Instead of leaving it to the hypocritical phrase-mongers to deceive the people by phrases and promises concerning the possibility of a democratic peace, socialists must explain to the masses the impossibility of anything resembling a democratic peace, unless there are a series of revolutions and unless a revolutionary struggle is waged in every country against the
respective government.
~ Vladimir Lenin,
The Question of Peace
There is a historical debate to be had as to whether the World Disarmament Conference ever had any practical chance of success however few would deny it was an admirable endeavour.
Notions of world peace can be traced back to the Bible and even further, however the concerns of the conference were practical. The three primary concerns were to identify which weapons were hazardous to world peace, how stocks of these weapons could be limited or eliminated altogether and, most importantly, how the powers involved could be ensured of their security without such weapons. It was on this basis the conference went forward and one can credit Lloyd George’s second ministry with a heartfelt attempt in finding an outcome to these issues.
The British delegation was led by Anthony Eden, the Conservative turned Action Foreign Secretary who took to the challenges of the conference with a vigour his new party purported to espouse. Eden had witnessed first hand the horrors of the trenches in the First World War and was determined not to see that nightmare repeat itself. Alongside his junior LIberal counterpart at the foreign office, Herbert Samuel, the case was made for an approach of ‘principle and realism’. This would include the United States joining the League of Nations and with that a more standardised League approach to conflict resolution which would be the arbiter of disputes in a demilitarised world. The recent cases of League arbitration in regards to the German Civil War and the Austro-Italian war were presented as examples of what this model could look like.

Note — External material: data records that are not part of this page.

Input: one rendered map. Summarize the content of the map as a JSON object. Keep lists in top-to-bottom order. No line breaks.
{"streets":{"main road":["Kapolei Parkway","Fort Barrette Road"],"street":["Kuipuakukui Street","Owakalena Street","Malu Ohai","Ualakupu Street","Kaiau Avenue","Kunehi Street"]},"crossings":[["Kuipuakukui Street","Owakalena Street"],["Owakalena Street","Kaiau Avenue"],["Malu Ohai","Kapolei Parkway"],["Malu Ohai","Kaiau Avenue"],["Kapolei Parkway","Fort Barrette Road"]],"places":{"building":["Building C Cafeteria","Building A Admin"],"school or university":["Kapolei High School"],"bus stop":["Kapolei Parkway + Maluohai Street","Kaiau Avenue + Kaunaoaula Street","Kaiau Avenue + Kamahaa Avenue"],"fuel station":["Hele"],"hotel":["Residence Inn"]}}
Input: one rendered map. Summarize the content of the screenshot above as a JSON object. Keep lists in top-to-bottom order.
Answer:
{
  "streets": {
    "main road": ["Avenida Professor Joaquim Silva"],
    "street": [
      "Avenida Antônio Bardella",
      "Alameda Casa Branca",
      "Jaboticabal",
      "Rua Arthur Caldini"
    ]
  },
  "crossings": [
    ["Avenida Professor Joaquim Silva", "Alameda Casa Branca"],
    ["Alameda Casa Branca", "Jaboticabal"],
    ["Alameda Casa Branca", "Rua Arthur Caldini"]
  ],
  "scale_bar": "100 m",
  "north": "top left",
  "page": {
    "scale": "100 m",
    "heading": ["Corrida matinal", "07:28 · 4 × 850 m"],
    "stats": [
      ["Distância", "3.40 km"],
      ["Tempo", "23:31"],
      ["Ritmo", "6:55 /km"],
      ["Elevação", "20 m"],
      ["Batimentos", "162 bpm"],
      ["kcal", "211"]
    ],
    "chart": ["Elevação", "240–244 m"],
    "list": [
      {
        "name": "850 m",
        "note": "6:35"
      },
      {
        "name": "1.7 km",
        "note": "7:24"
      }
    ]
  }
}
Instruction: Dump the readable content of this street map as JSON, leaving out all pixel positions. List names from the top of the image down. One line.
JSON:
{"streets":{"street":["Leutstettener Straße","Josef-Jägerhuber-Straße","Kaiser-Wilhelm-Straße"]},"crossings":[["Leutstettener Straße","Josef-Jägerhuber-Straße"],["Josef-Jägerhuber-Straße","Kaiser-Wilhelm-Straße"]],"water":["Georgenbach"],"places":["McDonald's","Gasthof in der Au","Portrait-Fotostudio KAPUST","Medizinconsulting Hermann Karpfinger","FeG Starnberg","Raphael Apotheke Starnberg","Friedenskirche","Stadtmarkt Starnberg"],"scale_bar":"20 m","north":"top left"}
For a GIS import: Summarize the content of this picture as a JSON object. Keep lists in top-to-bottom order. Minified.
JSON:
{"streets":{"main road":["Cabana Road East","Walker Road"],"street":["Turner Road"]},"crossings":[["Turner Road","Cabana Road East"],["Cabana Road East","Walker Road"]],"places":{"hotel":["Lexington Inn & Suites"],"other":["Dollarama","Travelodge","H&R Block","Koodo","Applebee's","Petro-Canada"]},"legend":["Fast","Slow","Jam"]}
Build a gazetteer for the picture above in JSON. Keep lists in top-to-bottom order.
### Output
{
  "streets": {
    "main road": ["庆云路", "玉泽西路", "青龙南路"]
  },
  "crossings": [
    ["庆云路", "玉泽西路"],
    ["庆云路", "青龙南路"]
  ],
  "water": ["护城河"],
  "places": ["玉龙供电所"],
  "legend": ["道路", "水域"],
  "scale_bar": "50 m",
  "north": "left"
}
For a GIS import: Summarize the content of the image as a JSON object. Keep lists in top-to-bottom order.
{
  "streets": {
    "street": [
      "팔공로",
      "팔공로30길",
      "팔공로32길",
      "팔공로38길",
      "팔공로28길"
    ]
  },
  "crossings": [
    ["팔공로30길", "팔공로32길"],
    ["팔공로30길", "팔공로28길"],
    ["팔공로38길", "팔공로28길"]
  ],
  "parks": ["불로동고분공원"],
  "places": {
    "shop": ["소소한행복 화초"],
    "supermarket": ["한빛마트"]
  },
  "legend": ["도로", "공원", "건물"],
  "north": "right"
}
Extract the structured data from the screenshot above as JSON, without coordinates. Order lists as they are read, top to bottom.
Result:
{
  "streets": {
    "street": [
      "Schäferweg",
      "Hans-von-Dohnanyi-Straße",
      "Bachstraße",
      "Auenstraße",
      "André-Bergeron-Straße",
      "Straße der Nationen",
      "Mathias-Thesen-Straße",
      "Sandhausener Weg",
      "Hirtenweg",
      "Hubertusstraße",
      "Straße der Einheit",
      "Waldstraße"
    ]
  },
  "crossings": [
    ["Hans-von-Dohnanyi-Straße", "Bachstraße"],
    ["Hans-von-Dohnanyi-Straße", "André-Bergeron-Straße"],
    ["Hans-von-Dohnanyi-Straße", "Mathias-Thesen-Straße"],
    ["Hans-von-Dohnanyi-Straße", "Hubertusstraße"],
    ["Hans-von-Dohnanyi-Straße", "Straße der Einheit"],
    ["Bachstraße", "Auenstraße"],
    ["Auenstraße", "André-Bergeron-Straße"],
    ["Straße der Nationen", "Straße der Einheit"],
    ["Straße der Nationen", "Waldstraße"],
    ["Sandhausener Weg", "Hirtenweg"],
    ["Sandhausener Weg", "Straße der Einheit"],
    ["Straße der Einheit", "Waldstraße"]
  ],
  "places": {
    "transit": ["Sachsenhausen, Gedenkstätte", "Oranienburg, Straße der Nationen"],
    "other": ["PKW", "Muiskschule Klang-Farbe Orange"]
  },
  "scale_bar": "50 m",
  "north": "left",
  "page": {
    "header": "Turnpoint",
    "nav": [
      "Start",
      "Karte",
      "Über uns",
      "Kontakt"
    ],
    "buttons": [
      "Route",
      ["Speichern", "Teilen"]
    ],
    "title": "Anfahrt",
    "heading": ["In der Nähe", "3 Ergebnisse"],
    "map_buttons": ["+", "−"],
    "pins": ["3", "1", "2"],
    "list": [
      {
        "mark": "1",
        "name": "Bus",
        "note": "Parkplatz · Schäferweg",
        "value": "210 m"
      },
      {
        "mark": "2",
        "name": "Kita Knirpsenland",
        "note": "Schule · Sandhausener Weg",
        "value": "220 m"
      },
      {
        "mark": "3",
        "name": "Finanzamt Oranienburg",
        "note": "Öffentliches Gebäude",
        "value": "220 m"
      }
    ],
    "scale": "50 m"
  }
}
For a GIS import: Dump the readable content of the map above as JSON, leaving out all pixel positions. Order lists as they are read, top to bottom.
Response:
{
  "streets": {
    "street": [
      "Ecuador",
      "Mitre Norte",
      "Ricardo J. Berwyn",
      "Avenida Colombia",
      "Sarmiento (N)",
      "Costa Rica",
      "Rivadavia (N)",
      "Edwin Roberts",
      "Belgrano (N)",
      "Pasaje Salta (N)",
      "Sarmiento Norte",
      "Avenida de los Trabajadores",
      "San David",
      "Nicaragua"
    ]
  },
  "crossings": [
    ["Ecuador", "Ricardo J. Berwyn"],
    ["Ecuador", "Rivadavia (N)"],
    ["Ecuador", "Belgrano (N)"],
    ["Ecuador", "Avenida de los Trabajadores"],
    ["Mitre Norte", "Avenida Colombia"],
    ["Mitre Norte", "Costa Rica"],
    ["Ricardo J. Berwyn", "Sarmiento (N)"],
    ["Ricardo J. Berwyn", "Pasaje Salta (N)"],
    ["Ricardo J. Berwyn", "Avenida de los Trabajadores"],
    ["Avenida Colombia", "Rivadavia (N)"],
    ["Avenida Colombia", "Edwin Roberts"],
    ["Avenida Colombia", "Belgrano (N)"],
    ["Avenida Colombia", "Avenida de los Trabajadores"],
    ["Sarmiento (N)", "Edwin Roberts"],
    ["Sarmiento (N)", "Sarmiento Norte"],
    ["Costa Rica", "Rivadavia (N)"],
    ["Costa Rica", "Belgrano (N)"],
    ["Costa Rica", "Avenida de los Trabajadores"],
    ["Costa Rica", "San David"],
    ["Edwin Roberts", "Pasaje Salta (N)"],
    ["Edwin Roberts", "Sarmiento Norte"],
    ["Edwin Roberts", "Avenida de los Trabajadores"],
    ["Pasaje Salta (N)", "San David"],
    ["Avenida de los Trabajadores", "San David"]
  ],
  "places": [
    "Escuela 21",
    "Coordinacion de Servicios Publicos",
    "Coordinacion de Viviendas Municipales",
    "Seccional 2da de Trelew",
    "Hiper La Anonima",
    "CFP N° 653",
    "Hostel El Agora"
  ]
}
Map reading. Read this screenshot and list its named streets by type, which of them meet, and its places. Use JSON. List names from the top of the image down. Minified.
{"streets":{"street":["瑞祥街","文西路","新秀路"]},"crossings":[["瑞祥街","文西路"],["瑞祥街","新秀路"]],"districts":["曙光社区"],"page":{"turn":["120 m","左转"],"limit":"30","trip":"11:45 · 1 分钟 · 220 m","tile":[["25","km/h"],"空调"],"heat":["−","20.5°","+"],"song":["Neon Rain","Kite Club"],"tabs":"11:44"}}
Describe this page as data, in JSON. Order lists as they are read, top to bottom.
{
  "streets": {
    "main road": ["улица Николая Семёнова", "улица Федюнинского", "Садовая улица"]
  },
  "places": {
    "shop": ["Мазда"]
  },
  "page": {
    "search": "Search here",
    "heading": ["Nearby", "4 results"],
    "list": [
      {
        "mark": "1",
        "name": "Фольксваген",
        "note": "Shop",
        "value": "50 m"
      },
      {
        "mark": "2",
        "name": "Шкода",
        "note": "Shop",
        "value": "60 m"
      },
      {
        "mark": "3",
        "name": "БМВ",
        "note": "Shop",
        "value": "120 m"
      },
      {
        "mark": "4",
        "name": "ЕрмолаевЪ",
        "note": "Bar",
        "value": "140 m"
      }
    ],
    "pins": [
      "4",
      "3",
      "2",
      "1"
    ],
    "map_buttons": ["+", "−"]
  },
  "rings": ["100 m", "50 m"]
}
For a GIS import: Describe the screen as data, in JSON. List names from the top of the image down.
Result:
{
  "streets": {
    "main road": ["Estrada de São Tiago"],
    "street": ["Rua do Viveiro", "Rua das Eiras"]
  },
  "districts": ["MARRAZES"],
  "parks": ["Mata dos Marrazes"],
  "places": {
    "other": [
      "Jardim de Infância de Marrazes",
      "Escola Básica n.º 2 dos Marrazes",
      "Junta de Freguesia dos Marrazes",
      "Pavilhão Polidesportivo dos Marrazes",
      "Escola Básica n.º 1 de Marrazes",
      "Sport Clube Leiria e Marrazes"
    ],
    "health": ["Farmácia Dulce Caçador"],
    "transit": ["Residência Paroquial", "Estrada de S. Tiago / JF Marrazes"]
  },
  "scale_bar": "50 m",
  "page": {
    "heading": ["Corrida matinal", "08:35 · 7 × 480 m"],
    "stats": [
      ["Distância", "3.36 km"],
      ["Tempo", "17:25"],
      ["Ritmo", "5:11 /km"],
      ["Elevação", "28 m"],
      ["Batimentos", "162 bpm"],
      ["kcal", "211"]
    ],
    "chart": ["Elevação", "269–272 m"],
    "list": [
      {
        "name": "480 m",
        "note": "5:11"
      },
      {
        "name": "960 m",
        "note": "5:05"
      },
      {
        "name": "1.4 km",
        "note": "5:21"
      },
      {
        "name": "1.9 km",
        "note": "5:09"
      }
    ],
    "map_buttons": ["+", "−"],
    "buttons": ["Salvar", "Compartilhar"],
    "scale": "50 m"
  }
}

Although these incidents were meant to be the precedents for this new international framework they were not objectively seen as good outcomes. Count Ciano, the Italian foreign minister alleged that Italy had been previously mistreated in simply trying to administer their responsibility as a regional power to curb Communist aggression and was wary that such bias would continue on any collective forum which contained “Marxist” voices. In effect he was calling for the German and Soviet delegations to be excluded before any work could be done, effectively making the conference one of determining anti-Socialist collective security.
The French delegation led by Louis Barthou were not unsympathetic to the Italian view. They argued that Germany had been rewarded for aggression and as such any form of collective security which prevented a powerful French military could be exploited by the Germans in the future. The leader of the German delegation, Hermann Muller, attempted to reason with Barthou by pointing out that Germany needed international arbitration to solve its problems and that cooperative attitudes should not be seen as threatening. Eden’s agreement with Muller in this regard seemed to only further aggravate the French delegation who aired suspicions of being colluded against. Ciano was happy to join in with these accusations.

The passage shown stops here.